• Input data:
········

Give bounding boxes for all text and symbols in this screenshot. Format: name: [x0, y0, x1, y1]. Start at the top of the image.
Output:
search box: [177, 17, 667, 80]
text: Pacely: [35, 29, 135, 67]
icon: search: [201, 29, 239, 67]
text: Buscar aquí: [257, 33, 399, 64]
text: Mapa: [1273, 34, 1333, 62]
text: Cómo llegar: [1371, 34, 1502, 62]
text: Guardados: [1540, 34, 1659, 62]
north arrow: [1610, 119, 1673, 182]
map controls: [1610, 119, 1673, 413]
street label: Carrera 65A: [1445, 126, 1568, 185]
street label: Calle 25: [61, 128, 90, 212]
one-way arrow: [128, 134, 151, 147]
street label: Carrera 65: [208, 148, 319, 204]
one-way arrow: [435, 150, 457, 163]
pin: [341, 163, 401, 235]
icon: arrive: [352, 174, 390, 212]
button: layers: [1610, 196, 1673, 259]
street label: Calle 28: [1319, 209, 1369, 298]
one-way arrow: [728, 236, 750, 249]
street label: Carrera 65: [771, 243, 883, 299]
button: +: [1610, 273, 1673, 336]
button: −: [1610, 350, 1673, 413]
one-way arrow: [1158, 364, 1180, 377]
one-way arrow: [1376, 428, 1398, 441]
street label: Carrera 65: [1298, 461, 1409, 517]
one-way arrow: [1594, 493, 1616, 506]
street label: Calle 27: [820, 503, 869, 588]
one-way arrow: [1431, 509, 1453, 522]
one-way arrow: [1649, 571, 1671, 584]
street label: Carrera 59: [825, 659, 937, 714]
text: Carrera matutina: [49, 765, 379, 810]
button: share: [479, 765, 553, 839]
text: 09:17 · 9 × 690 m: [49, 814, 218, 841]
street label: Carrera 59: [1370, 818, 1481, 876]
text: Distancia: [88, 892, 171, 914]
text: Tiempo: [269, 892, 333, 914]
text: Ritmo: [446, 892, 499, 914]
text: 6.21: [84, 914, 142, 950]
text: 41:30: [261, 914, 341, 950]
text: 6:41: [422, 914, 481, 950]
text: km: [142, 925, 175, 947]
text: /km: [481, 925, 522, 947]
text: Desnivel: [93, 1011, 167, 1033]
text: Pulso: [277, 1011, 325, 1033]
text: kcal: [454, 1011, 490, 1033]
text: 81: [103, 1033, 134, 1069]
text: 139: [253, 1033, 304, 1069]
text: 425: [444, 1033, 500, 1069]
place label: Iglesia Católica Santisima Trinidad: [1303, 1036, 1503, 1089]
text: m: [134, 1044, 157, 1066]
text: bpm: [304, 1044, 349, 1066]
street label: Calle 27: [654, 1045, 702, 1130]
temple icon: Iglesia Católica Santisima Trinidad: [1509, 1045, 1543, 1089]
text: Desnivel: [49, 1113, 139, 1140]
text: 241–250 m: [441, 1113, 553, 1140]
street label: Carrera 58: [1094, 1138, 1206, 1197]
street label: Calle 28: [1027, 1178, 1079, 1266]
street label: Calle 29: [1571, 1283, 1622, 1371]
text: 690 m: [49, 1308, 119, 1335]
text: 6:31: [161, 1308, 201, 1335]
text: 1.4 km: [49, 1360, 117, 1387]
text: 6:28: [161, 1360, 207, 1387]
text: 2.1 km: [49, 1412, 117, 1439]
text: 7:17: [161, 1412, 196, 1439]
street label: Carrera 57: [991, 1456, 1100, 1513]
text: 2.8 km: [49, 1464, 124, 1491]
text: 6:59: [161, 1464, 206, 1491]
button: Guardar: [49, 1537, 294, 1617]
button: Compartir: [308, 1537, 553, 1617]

········

Please return each line of the listing above that contains "search".

search box: [177, 17, 667, 80]
icon: search: [201, 29, 239, 67]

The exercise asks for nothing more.